■ INSTRUCTIONS FOR THE TASK ■
Look below for the line holding "Instruction: Give me" and the line holding "Quick job: Convert". Transcribe exactly those lines and all lines between them, nothing more.

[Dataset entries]
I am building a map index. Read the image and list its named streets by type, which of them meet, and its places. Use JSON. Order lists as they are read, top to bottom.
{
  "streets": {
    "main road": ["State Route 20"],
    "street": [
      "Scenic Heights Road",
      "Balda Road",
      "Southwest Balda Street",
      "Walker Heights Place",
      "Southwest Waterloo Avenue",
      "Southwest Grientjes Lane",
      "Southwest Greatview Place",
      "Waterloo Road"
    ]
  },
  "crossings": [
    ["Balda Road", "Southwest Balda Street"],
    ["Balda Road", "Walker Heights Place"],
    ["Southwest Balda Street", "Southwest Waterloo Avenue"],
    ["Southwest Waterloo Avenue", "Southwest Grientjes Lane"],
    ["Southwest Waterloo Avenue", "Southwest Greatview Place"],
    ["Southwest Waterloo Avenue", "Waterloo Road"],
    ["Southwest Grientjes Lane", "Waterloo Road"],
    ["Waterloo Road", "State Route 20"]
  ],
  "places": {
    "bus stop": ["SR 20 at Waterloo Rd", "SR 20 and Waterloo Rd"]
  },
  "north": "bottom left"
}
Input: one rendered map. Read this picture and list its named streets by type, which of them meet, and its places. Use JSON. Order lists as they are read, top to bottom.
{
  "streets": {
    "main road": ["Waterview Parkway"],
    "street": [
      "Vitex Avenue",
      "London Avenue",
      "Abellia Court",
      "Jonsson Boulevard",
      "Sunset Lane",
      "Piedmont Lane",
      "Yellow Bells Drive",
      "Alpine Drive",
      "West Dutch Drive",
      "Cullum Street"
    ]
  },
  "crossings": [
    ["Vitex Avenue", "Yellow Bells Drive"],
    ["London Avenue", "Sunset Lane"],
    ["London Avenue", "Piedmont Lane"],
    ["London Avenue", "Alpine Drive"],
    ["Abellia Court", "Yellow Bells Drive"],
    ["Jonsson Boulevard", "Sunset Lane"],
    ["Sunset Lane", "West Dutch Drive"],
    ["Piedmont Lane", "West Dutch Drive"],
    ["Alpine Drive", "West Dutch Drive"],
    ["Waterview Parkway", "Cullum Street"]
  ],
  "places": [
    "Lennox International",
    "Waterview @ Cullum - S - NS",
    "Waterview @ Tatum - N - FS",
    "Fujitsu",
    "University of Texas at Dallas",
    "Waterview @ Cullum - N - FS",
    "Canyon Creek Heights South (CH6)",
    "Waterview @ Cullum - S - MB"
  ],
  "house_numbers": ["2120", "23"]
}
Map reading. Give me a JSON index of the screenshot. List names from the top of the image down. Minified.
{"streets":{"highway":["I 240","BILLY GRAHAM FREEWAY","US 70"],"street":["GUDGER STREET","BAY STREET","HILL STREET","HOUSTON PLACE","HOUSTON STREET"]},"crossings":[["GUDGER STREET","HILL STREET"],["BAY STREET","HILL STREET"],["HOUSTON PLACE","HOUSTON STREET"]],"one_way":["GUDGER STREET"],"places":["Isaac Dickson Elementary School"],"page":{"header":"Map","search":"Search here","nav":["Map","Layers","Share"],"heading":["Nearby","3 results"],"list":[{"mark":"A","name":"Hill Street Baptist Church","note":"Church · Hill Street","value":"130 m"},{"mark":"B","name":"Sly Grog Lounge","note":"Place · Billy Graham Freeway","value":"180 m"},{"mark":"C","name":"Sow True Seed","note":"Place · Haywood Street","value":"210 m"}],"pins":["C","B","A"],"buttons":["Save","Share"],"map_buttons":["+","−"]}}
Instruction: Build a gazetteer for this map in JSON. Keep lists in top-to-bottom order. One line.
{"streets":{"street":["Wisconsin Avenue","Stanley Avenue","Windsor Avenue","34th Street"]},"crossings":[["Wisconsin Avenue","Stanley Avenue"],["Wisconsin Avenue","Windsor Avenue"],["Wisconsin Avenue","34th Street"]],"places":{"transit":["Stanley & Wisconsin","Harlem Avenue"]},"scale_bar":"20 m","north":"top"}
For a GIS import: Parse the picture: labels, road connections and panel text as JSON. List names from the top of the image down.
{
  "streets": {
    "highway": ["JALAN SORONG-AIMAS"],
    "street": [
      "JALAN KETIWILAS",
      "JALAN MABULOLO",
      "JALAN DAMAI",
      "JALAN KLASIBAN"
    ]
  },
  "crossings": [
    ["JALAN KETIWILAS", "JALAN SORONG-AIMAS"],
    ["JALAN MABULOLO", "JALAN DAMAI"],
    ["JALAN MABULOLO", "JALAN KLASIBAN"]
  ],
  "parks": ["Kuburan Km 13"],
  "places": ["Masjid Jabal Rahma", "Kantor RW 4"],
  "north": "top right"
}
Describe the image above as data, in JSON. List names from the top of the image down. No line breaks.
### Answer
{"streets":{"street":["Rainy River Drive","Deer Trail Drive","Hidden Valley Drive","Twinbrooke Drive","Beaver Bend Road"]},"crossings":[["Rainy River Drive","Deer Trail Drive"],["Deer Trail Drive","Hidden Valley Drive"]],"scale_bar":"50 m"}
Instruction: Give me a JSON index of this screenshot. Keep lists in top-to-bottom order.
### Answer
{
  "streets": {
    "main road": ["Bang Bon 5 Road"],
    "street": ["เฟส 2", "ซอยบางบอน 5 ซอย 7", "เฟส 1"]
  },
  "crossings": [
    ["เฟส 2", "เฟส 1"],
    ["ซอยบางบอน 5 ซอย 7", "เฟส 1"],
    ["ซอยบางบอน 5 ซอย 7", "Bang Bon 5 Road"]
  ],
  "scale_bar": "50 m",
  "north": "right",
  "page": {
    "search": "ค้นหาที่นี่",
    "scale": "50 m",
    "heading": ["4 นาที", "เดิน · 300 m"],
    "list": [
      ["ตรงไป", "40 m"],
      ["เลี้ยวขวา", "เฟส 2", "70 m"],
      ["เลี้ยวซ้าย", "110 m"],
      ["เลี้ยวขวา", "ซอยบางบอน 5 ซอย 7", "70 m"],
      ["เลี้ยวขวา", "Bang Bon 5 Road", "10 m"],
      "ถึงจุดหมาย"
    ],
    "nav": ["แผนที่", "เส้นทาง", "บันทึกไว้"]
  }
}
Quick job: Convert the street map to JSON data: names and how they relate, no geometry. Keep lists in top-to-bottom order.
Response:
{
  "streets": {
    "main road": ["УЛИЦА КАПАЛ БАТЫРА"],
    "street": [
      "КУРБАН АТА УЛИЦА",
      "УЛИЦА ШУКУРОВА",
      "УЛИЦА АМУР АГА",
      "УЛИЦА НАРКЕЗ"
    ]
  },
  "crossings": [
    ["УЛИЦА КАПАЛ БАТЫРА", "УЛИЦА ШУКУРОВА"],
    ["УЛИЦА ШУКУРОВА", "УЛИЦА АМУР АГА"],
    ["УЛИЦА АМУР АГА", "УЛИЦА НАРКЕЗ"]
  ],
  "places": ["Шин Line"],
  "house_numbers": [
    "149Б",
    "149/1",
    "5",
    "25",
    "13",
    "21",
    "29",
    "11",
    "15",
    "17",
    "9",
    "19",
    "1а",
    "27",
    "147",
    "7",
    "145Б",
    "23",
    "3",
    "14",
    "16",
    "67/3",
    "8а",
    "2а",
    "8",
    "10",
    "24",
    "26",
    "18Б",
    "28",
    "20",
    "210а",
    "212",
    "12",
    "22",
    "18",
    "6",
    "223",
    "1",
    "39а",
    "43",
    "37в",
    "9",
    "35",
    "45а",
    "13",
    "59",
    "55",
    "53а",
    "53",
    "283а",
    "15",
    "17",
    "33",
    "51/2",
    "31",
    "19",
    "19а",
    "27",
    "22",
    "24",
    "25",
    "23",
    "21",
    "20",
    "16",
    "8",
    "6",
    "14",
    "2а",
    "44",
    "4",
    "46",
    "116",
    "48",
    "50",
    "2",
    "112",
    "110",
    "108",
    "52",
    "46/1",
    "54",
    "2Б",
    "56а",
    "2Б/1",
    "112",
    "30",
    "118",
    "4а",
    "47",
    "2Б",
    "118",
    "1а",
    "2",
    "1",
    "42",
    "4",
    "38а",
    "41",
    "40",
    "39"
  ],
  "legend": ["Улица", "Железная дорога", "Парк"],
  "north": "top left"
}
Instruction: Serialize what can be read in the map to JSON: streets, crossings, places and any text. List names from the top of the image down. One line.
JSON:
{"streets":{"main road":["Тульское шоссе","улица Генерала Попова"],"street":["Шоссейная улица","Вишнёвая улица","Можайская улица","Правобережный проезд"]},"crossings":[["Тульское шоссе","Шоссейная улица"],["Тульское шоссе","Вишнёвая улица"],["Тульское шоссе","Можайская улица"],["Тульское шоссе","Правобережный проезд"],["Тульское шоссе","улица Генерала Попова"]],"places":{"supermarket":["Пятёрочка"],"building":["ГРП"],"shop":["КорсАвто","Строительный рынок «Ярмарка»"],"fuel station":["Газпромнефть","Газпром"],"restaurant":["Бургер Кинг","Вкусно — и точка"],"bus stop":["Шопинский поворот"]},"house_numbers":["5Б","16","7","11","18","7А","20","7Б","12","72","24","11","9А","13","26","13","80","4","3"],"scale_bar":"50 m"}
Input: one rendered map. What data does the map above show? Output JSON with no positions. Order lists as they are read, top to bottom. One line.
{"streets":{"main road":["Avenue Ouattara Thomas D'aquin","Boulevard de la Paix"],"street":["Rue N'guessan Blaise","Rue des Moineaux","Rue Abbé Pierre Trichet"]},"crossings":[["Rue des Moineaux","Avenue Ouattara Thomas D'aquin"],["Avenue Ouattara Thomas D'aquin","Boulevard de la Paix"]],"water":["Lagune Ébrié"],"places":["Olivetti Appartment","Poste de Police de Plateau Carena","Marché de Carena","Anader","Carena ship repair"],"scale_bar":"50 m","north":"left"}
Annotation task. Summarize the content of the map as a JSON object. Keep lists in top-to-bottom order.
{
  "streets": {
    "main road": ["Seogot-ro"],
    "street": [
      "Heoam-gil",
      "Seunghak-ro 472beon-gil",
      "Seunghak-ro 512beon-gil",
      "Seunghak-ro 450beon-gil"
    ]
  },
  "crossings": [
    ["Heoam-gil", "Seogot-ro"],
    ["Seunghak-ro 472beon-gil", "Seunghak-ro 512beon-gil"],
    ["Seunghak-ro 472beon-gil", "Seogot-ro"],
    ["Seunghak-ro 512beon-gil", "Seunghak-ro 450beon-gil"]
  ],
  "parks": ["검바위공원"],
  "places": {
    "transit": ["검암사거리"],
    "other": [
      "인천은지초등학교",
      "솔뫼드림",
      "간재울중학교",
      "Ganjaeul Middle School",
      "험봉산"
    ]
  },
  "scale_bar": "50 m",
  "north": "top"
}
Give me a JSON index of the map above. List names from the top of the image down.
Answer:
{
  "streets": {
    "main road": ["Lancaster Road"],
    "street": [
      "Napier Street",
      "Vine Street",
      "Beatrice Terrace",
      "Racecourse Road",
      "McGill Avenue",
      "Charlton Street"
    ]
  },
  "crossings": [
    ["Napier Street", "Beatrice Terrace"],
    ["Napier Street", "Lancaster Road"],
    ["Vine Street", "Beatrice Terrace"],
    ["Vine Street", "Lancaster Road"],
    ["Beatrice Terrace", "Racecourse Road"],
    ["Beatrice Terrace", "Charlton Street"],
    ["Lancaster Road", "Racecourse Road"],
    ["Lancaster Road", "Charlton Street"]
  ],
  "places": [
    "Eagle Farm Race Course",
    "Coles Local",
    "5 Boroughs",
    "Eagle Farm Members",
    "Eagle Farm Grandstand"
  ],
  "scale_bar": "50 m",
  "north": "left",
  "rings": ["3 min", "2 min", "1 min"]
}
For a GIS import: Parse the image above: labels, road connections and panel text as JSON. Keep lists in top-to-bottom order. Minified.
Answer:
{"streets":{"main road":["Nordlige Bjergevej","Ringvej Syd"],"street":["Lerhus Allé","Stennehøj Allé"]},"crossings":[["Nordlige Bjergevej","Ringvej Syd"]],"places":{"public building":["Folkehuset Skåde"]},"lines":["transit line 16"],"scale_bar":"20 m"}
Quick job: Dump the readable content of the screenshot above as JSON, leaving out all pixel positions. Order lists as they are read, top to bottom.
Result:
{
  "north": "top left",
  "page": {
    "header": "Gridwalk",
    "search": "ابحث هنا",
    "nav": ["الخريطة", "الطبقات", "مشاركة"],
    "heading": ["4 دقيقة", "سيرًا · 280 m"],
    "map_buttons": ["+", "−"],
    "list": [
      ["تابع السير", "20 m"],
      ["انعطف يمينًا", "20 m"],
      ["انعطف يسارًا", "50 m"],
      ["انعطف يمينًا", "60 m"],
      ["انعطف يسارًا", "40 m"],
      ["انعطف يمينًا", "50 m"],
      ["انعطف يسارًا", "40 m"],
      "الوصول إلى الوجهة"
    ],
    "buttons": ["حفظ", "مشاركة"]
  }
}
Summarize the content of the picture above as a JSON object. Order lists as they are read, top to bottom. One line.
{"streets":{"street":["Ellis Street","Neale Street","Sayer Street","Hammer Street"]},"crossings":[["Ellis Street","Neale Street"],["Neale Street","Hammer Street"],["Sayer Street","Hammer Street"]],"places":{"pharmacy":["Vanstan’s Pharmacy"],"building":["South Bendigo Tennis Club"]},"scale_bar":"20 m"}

■ SOLUTION ■
Instruction: Give me a JSON index of this screenshot. Keep lists in top-to-bottom order.
### Answer
{
  "streets": {
    "main road": ["Bang Bon 5 Road"],
    "street": ["เฟส 2", "ซอยบางบอน 5 ซอย 7", "เฟส 1"]
  },
  "crossings": [
    ["เฟส 2", "เฟส 1"],
    ["ซอยบางบอน 5 ซอย 7", "เฟส 1"],
    ["ซอยบางบอน 5 ซอย 7", "Bang Bon 5 Road"]
  ],
  "scale_bar": "50 m",
  "north": "right",
  "page": {
    "search": "ค้นหาที่นี่",
    "scale": "50 m",
    "heading": ["4 นาที", "เดิน · 300 m"],
    "list": [
      ["ตรงไป", "40 m"],
      ["เลี้ยวขวา", "เฟส 2", "70 m"],
      ["เลี้ยวซ้าย", "110 m"],
      ["เลี้ยวขวา", "ซอยบางบอน 5 ซอย 7", "70 m"],
      ["เลี้ยวขวา", "Bang Bon 5 Road", "10 m"],
      "ถึงจุดหมาย"
    ],
    "nav": ["แผนที่", "เส้นทาง", "บันทึกไว้"]
  }
}
Quick job: Convert the street map to JSON data: names and how they relate, no geometry. Keep lists in top-to-bottom order.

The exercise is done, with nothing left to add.